No había leído ninguna novela suya antes, y me he enfrentado a ésta sin ningún prejuicio, aunque tenía noticia de sus peculiaridades. Y lo que he obtenido, insisto, es dos horas y media de lectura sonriente, placentera, más o menos cómplice, asintiendo casi siempre ante las osadías, aunque a veces el autor se excede y reclama del lector demasiada «comprensión». Quiero decir que muchas de sus piruetas lingüísticas o de sus subversiones morfológicas o de sus juegos con la puntuación o con las mayúsculas tienen gracia, tienen «sentido», se comprende su intención, pero en otras ocasiones queda claro que se trata de jugar por jugar…, lo cual no sólo es perfectamente legítimo sino que puede contener y reivindicar una enorme pureza, pero también expulsa en buena medida del relato incluso al lector más paciente. Como afirma un personaje nada más comenzar, «si vamos a perder el tiempo, que sea con cosas cruciales».

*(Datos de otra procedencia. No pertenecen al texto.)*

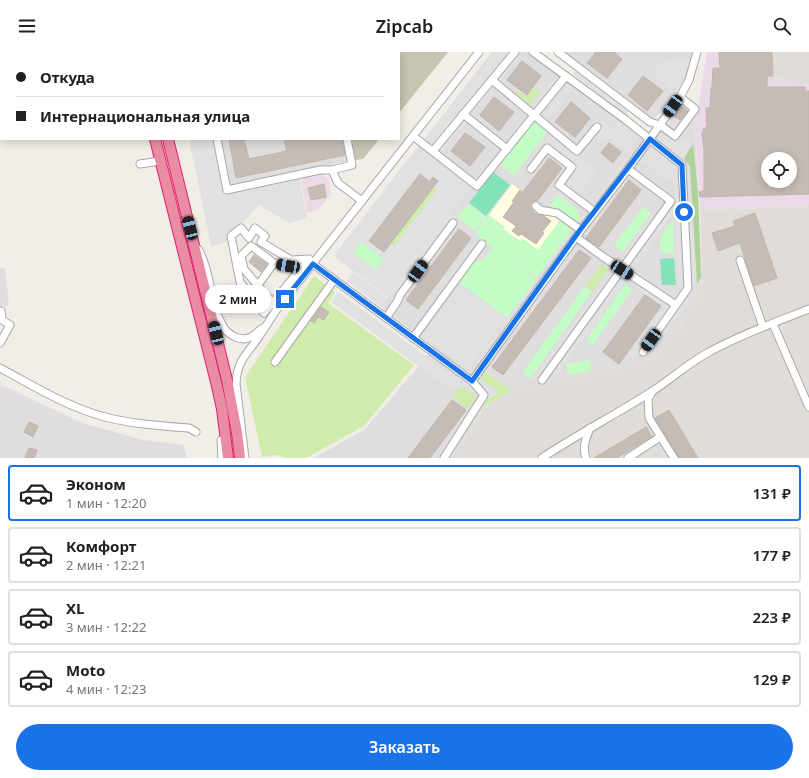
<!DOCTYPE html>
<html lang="ru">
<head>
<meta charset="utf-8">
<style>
	body { margin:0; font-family:"Noto Sans",sans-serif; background:#f6f6f6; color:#202124; height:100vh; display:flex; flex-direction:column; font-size:15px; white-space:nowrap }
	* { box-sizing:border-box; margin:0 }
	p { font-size:13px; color:#757577 }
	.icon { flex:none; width:22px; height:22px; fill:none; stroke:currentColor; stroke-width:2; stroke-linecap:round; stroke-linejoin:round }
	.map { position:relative; height:406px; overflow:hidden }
	.panel { display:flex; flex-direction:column; background:#fff; flex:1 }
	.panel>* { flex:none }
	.top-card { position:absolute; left:0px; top:0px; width:400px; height:88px; box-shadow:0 2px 10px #0003; display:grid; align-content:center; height:88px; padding:0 16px; background:#fff }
	.fabs { position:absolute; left:761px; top:100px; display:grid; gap:8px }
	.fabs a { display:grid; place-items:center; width:36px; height:36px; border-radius:50%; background:#fff; box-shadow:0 2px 10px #0003; font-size:20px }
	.end { position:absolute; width:18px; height:18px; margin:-9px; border:5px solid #1a73e8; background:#fff; box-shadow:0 0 0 2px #fff }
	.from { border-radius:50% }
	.bubble { position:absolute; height:28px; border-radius:14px; background:#fff; box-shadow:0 2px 10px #0003; font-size:13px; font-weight:600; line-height:28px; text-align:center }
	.car { position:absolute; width:12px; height:24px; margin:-12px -6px; border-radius:5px; box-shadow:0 0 3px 1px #0007; background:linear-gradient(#222 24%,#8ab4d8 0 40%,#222 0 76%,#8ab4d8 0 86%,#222 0) }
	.top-card b { display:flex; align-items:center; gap:14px; height:38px; font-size:15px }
	.top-card b+b { border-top:1px solid #e0e0e0 }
	.top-card i { width:10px; height:10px; background:#202124 }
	ul { padding:7px 0 0; list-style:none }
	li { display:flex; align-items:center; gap:12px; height:56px; margin:0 8px 6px; padding:0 8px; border:2px solid #e0e0e0; border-radius:4px }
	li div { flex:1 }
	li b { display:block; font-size:15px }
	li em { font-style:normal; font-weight:600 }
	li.on { border-color:#1a73e8 }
	li>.icon { width:36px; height:36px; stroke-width:1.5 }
	.action { display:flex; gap:8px; margin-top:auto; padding:8px 16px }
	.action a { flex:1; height:46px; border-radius:24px; background:#1a73e8; color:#fff; font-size:16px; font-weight:600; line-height:46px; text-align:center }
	header { display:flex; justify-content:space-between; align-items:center; height:52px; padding:0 16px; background:#fff; font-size:18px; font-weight:600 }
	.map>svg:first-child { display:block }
	.residential { fill:#dfddde; fill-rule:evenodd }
	.industrial { fill:#ebd9e8; fill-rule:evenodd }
	.education { fill:#fffde2 }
	.airport { fill:#e0ddd8 }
	.construction { fill:#c6c5b2 }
	.grass { fill:#cfecac }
	.forest { fill:#aed29a }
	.park { fill:#c4fcc5 }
	.pitch { fill:#83e2b8 }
	.parking { fill:#e1e1e1; fill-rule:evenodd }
	.building { fill:#c6bcb6; stroke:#c4b3a8; fill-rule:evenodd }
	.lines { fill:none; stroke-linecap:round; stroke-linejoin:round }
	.minor-casing { stroke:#a8a8a8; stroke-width:9 }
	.highway-casing { stroke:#e2216f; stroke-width:12 }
	.minor { stroke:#fff; stroke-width:7 }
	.highway { stroke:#ea8da4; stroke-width:10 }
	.route { stroke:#1a73e8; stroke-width:5 }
</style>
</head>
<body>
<header><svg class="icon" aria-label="menu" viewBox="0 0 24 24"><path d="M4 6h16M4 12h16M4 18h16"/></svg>Zipcab<svg class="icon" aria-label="search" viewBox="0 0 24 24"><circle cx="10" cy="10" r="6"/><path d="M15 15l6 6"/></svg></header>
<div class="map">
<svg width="809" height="406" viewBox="0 0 809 406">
	<rect width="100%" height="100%" fill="#f1ede7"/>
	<g class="residential">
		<path d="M492 0H529L653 92 687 45 698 53 695 75 702 224 700 246 689 265 671 289 660 300 643 311 611 321 568 327 520 336 485 356 452 406H314L365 377 421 311 433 294 381 255 388 245 334 204ZM512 133 543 156 475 182Z"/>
		<path d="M559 0H692L691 15 687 25 660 61 651 69Z"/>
		<path d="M220 87H344L348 109 230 133Z"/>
		<path d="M0 216H5L9 254 0 255Z"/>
		<path d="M0 332 82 371 143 388 183 393 187 406H0Z"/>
	</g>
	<g class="industrial">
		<path d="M707 0H774V26L809 32V154L700 158 695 75ZM768 107H790V129H768Z"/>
		<path d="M320 121 329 127 331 143 318 157 307 161 301 126Z"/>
	</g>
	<path class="education" d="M512 132 543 156 576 173 536 226 475 182Z"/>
	<g class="airport">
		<path d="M774 0H809V32L774 26Z"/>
		<path d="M809 154V406H452L485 356 520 336 568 327 611 321 643 311 660 300 681 277 700 246 702 224 700 158Z"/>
	</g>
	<g class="construction">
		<path d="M335 0H448L399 61V1Z"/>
		<path d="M351 87H379L363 107 355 108Z"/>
	</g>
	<g class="grass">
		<path d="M534 35 540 39 529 53 515 41 517 38 526 45Z"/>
		<path d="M434 135 437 138 394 195 389 193Z"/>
		<path d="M601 212 609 217 592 240 585 234Z"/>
		<path d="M314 224 335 240 328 251 414 313 364 374 306 406H285L278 403 262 405 245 325Z"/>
		<path d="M483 319 512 338 481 356 486 349 499 340 481 327 480 323Z"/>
		<path d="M463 335 474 343 475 347 468 357 452 345 458 337Z"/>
	</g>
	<path class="forest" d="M693 92 698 139 701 225 697 232 690 114 684 107Z"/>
	<g class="park">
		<path d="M537 71 547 80 514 124 500 113 532 73Z"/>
		<path d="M557 143 578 158 580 167 576 173 551 157V152Z"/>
		<path d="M468 152 486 165 475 179 457 165Z"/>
		<path d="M643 155 651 161 623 200 614 193Z"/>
		<path d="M489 163 505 175 503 177 520 189 523 187 538 198 560 168 573 177 536 226 508 207 536 228 507 266 458 230 471 212 485 206 493 196 475 182Z"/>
		<path d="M673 167 674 201H660V185Z"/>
		<path d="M361 189 384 207 376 218 353 201Z"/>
		<path d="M625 232 632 238 593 293 586 288Z"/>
		<path d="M585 234 592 240 530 327 522 321Z"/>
		<path d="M589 308 591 319 568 323 566 312Z"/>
	</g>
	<g class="pitch">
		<path d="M493 120 510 133 486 164 469 151Z"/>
		<path d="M674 206 676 233H662L660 207Z"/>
	</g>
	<g class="parking">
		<path d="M495 0H509L518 7 443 99 426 85Z"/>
		<path d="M687 5 690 15 682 30 677 37 668 38 665 30 657 25 654 12Z"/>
		<path d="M576 19 628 59 626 63 573 22Z"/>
		<path d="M555 25 559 28 534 59 530 55Z"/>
		<path d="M567 34 571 38 547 68 542 65Z"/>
		<path d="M601 68 611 76 618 68 640 85 627 101 610 87 606 92 592 80Z"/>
		<path d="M666 72 692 92 682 107 689 114 696 234 678 236 673 121 667 129 639 108Z"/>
		<path d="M549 83 597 118 572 154 556 142 575 115 549 96 532 119 525 115Z"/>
		<path d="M189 87H213L224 143 300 127 307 166 289 171 259 153 226 190 211 194Z"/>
		<path d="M425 97 460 124 437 154 461 125 473 134 449 163 455 168 393 249 334 204 410 104 416 108ZM420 122 430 130 434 126 438 129 434 135 437 138 394 194 389 193 384 200 369 189ZM361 189 384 206 376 218 353 201Z"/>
		<path d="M625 107 629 109 549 216 545 214Z"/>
		<path d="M632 116 672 144V164L558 322 533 327 660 153 663 156 667 150Z"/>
		<path d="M353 220 388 246 381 255 347 229Z"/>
		<path d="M644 226 675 247 691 246 660 288 645 300 625 308 663 256 637 236Z"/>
		<path d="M534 231 536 233 479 312 476 310Z"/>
		<path d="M460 233 505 266 468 317 422 284Z"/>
		<path d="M338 240 461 330 454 340 331 250Z"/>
		<path d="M473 321 499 340 486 349 463 333Z"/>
	</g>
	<g class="building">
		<path d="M596 0H614L622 7 607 26 587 11Z"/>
		<path d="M719 0H772L773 24H767V35H805V39H809V142L700 145 699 140 704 139V98L702 82 704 76H707L706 56H710L711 36H712L713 16H720ZM768 107H790V135L768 136Z"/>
		<path d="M522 9 541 24 527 43 507 28Z"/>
		<path d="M643 24 663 39 647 59 628 43Z"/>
		<path d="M494 45 514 60 499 79 480 63Z"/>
		<path d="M571 50 590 66 575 85 555 70Z"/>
		<path d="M681 54 688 59 680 68 674 64Z"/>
		<path d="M465 81 485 95 470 114 451 99Z"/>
		<path d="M229 87H244L249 107 287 99 284 87H342L345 103 236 126Z"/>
		<path d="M609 91 621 100 613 111 601 101Z"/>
		<path d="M549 106 562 116 537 149H534L531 152V156L536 162 544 164 551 169 542 180 544 181 536 192 521 182 519 184 512 179 516 174 503 165 514 150 512 149 520 138 522 141Z"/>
		<path d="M420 122 430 130 433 125 438 129 384 200 369 189Z"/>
		<path d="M629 128 641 138 599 195 586 186Z"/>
		<path d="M324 132 326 145 311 148 308 136Z"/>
		<path d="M755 161 777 226 754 234 740 191 718 199 712 181 735 174 733 169Z"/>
		<path d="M459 177 471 186 418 257 406 248Z"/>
		<path d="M579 198 591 206 503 323 492 315Z"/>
		<path d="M254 203 267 212 261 220 249 210Z"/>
		<path d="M645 243 661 254 619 312 603 300Z"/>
		<path d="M321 255 329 260 324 268 318 265 314 271 311 269Z"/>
		<path d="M452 348 466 358 430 406H408Z"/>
		<path d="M669 358 698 406H679L655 366Z"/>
		<path d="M29 370 38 374 33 385 24 380Z"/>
		<path d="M646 375 652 385 643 390 617 406H594Z"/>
		<path d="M29 396 37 398 34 406H25Z"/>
	</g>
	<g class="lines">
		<g class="minor-casing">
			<g id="minor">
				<path d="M199 0V1"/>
				<path d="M329 0V1"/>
				<path d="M533 0 626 68 682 113 688 236 643 300"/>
				<path d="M558 0 650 70 660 73 675 84 695 57 680 45"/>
				<path d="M235 1 240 0"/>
				<path d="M492 28 577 99 597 75"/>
				<path d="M463 62 507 97"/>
				<path d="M413 84 477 134 566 24"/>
				<path d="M217 87 227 138 320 118H332"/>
				<path d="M347 87 352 113 332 118 338 131 362 149"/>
				<path d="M433 99 515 0"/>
				<path d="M140 112 160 109"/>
				<path d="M531 117 547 96 572 115 559 133 595 160"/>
				<path d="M536 154 540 158 557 161 581 178"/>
				<path d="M241 176 249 186 255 176 265 184 261 190 291 208 309 207 264 261 240 230 231 184Z"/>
				<path d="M576 185 602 204 676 253"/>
				<path d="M198 197C212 221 209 252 224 276 230 284 242 290 251 285 255 283 258 280 261 277"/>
				<path d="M740 208 763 275"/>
				<path d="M274 211 251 194 241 204 244 217 275 254"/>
				<path d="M313 212 472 329 484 343 444 406"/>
				<path d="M258 233 274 211 305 216"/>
				<path d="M386 266 397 250 400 243 453 171"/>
				<path d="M773 272 809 355"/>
				<path d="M413 286 482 192"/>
				<path d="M0 291 10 273 2 268 1 259"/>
				<path d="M275 310 334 228"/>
				<path d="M0 316C34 334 67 355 105 365 132 372 161 374 189 376L196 380"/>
				<path d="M542 328 671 149 628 117"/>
				<path d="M472 329 581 178 628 117 680 45 689 28 697 0"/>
				<path d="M652 340 648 347 649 366 674 406"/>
				<path d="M221 388 222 406"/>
				<path d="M245 406 236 332C237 307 248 302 260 283 266 274 271 266 277 257L479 0"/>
				<path d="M542 406C578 382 615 363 651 340 672 327 689 310 711 299 742 282 776 270 809 257"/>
				<path d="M586 406C582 395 586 386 590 376"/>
				<path d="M628 406 660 385"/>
			</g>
		</g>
		<g class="highway-casing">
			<g id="highway">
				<path d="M134 0V1"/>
				<path d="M147 0V1"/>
				<path d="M155 87 216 330 222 357 228 406"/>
				<path d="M168 87 227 328 237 381 240 406"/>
			</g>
		</g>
		<use href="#minor" class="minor"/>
		<use href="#highway" class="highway"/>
	</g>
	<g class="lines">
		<path class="route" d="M285 247 313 212 472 329 580 178 650 87 682 113 684 160"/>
	</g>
</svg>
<div class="fabs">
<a><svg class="icon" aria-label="locate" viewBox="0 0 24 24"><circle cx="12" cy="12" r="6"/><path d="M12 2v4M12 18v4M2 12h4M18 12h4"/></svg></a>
</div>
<i class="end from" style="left:684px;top:160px"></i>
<i class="end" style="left:285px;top:247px"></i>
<div class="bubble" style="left:205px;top:233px;width:66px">2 мин</div>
<i class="car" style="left:673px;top:54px;rotate:216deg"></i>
<i class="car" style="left:190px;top:176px;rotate:346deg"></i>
<i class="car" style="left:288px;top:214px;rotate:280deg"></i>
<i class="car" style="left:622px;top:218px;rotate:123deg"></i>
<i class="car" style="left:418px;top:219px;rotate:36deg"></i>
<i class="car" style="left:216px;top:281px;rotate:346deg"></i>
<i class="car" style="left:651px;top:288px;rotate:216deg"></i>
<div class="top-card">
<b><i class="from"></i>Откуда</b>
<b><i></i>Интернациональная улица</b>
</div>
</div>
<section class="panel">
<ul>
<li class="on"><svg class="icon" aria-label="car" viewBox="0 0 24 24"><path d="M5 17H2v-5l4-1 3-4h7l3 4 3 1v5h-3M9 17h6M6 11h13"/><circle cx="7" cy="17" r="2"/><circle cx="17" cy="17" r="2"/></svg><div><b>Эконом</b><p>1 мин · 12:20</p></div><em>131 ₽</em></li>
<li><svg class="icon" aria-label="car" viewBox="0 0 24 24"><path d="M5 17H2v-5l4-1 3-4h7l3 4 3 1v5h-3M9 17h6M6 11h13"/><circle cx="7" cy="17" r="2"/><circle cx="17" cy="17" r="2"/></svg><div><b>Комфорт</b><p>2 мин · 12:21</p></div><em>177 ₽</em></li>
<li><svg class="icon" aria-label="car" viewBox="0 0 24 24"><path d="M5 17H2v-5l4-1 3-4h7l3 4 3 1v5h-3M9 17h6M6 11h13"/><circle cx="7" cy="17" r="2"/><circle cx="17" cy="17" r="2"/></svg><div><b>XL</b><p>3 мин · 12:22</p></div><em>223 ₽</em></li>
<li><svg class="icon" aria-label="car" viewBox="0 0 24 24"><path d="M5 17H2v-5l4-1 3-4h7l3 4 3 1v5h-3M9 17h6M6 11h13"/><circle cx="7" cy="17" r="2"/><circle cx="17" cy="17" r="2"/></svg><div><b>Moto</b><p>4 мин · 12:23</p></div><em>129 ₽</em></li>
</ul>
<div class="action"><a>Заказать</a></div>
</section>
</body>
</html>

Elisa Victoria acierta en sus líneas de la contracubierta al describir esta novela como «un trance que invoca una dimensión donde la empañada luminosidad de los juegos infantiles se mezcla con la grandeza de los textos proscritos», pues hay, en efecto, algo de niñez y algo de suburbio en un texto que no busca comunicar ninguna información, sino que más bien consigue despertar una sensación general, fundar un mundo aparte. Y el resultado, insisto, puede ser reconfortante en su liberación, en su insumisión a todo, pero es también, a la hora de hablar en serio, esencialmente estéril. Hay un momento en el que alguien dice que «es más divertido lo que dirías que lo que de verdad has dicho», y eso vale, en general, para la mayor parte de la literatura que presenta esta actitud (que en el fondo, si se piensa bien, está relacionada con la falta de humildad: hace falta cierta altivez literaria para pensar que esta glosolalia tan privada pueda atraer o interesar a alguien). Por mi parte, no estoy en la literatura para pasar el rato con cabriolas lingüísticas y audacias tipográficas, y tengo bastante claro que, si toda la literatura fuese como esta novela, entonces yo dedicaría mi tiempo a cualquier cosa distinta a leer.